Yes, this is me in red high heels sitting at my desk! I took a pause and asked myself "what am I doing?"
I had to take, what I call a 'Donald Trump' break, I needed to take some time and really figure out what was making me so unsuccessful. I started reading Donald Trump and others like Jack Canfield, Danielle LaPorte, Ali Brown and signed up for a business webinar. Drowning in inspiration and advice, my "ah ha" moment or what I call my "holy crap" moment started to come clear to me. Not that I did not know this already, that I lacked self-confidence, that I sabotage everything with my fears, this was not new to me but the fact that I was waiting for something to change it, was. Not sure if I was waiting for a lightning bolt to jolt my life into a new direction but whatever I was waiting for just was not going to appear especially with me shutting the door on change every time it appeared.
I took some time to reflect, stood back from it all before the pieces started to come together. Now in no way am I where I want to be but the door is open for new and exciting things to enter my life.
One thing that holds me back is the lack of self-confidence; it is more an ingrained negative self-perception that most likely has some deep seeded root that someday will surface.
First thing that sparked was when I was listening to an interview that led to the question: 'When was the last time you felt really good'. My answer was.......
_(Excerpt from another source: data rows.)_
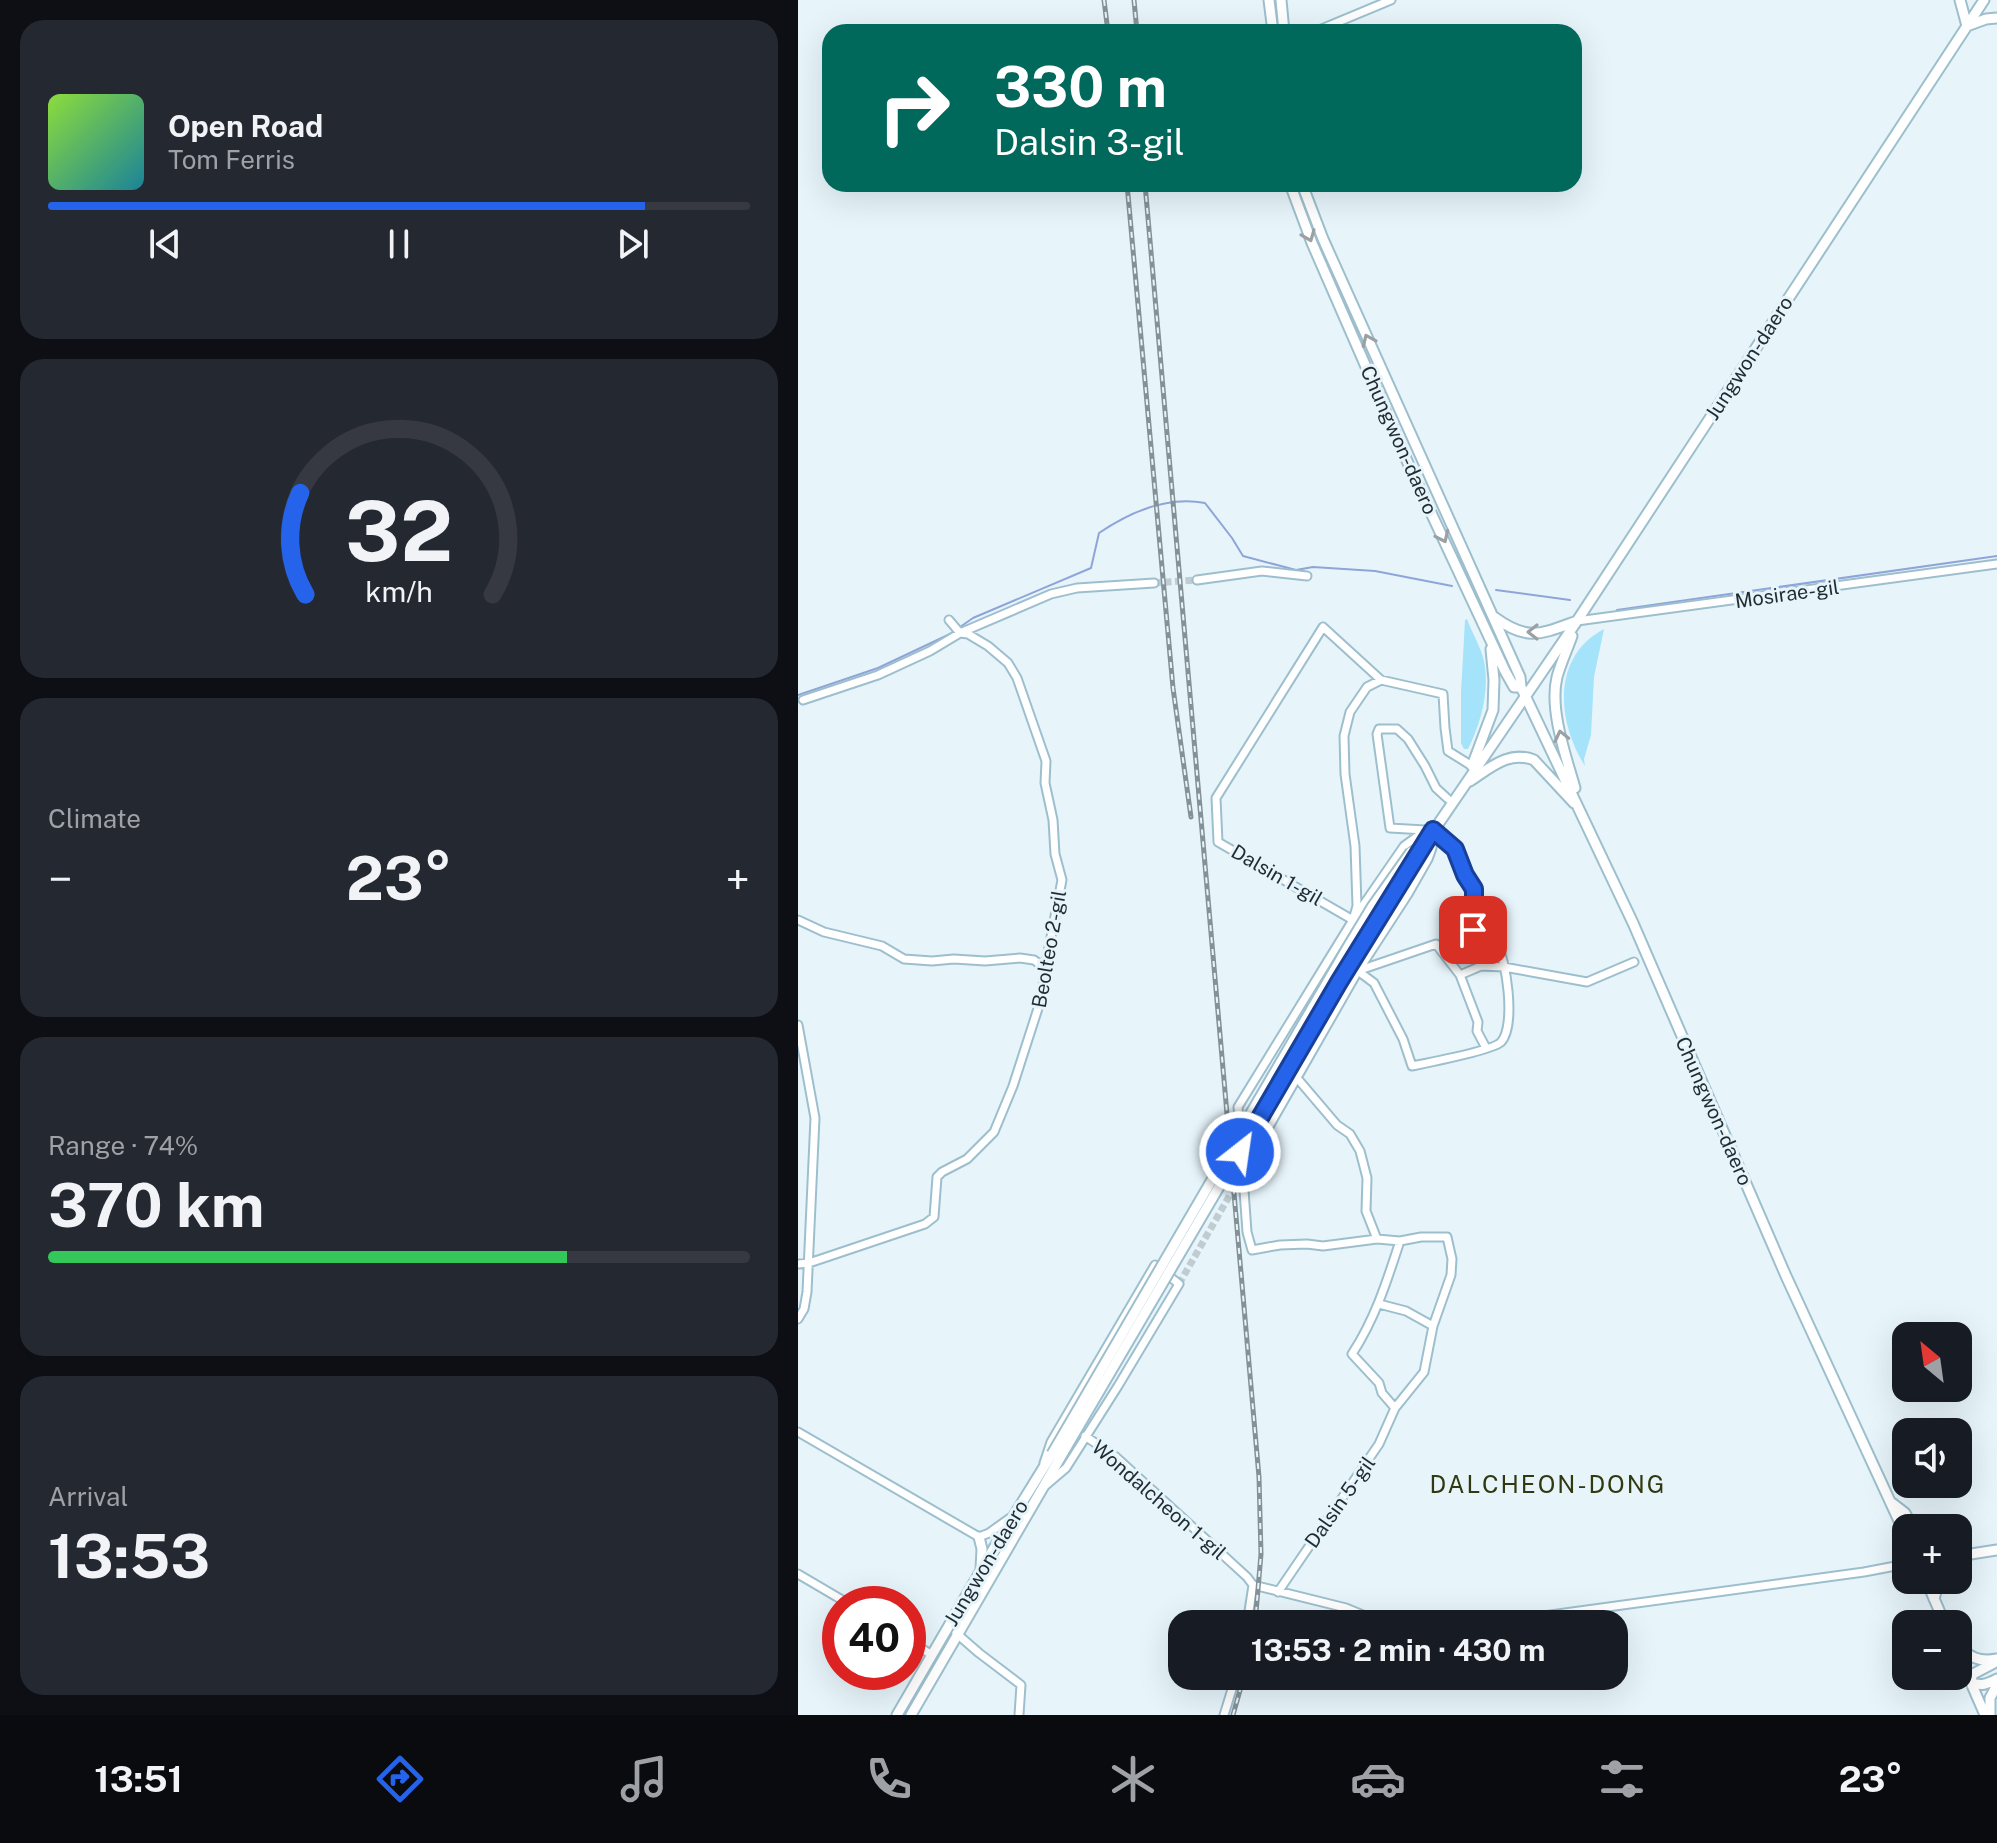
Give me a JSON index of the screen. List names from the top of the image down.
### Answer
{
  "streets": {
    "street": [
      "Jungwon-daero",
      "Chungwon-daero",
      "Mosirae-gil",
      "Dalsin 1-gil",
      "Beolteo 2-gil",
      "Wondalcheon 1-gil",
      "Dalsin 5-gil"
    ]
  },
  "crossings": [
    ["Jungwon-daero", "Chungwon-daero"],
    ["Jungwon-daero", "Mosirae-gil"],
    ["Jungwon-daero", "Dalsin 1-gil"],
    ["Jungwon-daero", "Wondalcheon 1-gil"]
  ],
  "districts": ["DALCHEON-DONG"],
  "north": "top left",
  "page": {
    "turn": ["330 m", "Dalsin 3-gil"],
    "song": ["Open Road", "Tom Ferris"],
    "tile": [
      "Climate",
      ["Range · 74%", "370 km"],
      ["Arrival", "13:53"]
    ],
    "heat": ["−", "23°", "+"],
    "map_buttons": ["+", "−"],
    "limit": "40",
    "trip": "13:53 · 2 min · 430 m",
    "tabs": ["13:51", "23°"],
    "gauge": ["32", "km/h"]
  }
}
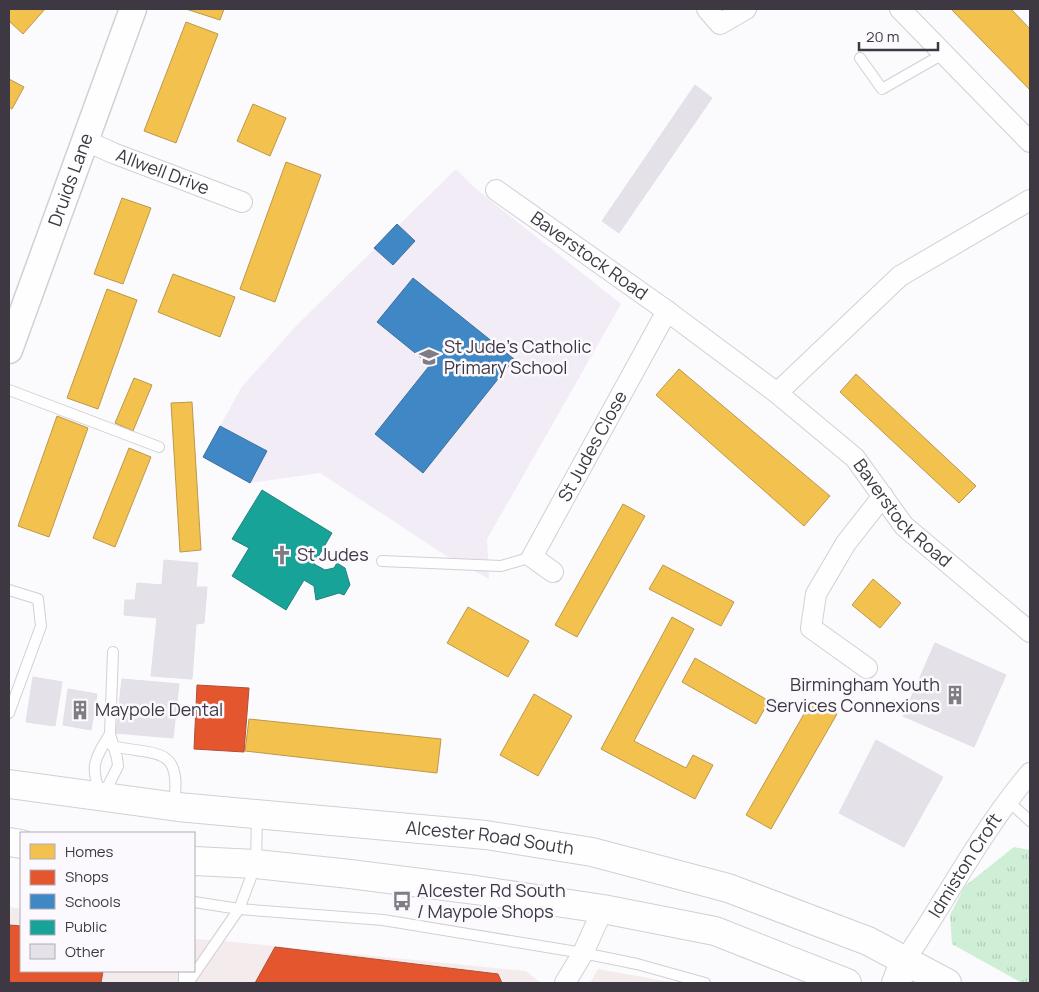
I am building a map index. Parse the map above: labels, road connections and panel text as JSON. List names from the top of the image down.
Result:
{
  "streets": {
    "highway": ["Alcester Road South"],
    "street": [
      "Allwell Drive",
      "Druids Lane",
      "Baverstock Road",
      "St Judes Close",
      "Idmiston Croft"
    ]
  },
  "crossings": [
    ["Allwell Drive", "Druids Lane"],
    ["Baverstock Road", "St Judes Close"],
    ["Alcester Road South", "Idmiston Croft"]
  ],
  "places": {
    "school or university": ["St Jude's Catholic Primary School"],
    "church": ["St Judes"],
    "building": ["Birmingham Youth Services Connexions", "Maypole Dental"],
    "bus stop": ["Alcester Rd South / Maypole Shops"]
  },
  "legend": [
    "Homes",
    "Shops",
    "Schools",
    "Public",
    "Other"
  ],
  "scale_bar": "20 m"
}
First of all, I dislike shoes, shopping and I often wonder if I am some other kind of breed of woman. I like simple or at least that is what I thought before. Friends had invited us out for an evening of dancing, at a club. You see high heels on women all the time, it is normal but not for this chick. My friend convinced me that I needed to let loose and have some fun, get dressed up and go all out. We went shopping and I actually purchased high heels.
Totally out of my comfort zone, I turned heads, attention was on me, and I survived. My feet hurt like hell but I ROCKED.
Second "holy crap" moment came when reading Donald Trump's "Think like a Champion" where the first sentence of a paragraph hits me like a brick. "Your higher self is in direct opposition of your comfort zone” My comfort zone has weighed me down to a point that I become complacent and as harsh as it seems I became useless. I was, in a whole, the useless component to making my dreams a reality. As corny as it is, "my higher self was in high heels" Comfort be damned.
My comfort zone was the 'invisible me' blending into my surroundings.
The red shoes are my reminder that I actually look awesome, feel powerful, accomplish goals and totally ROCK outside of my comfort zone.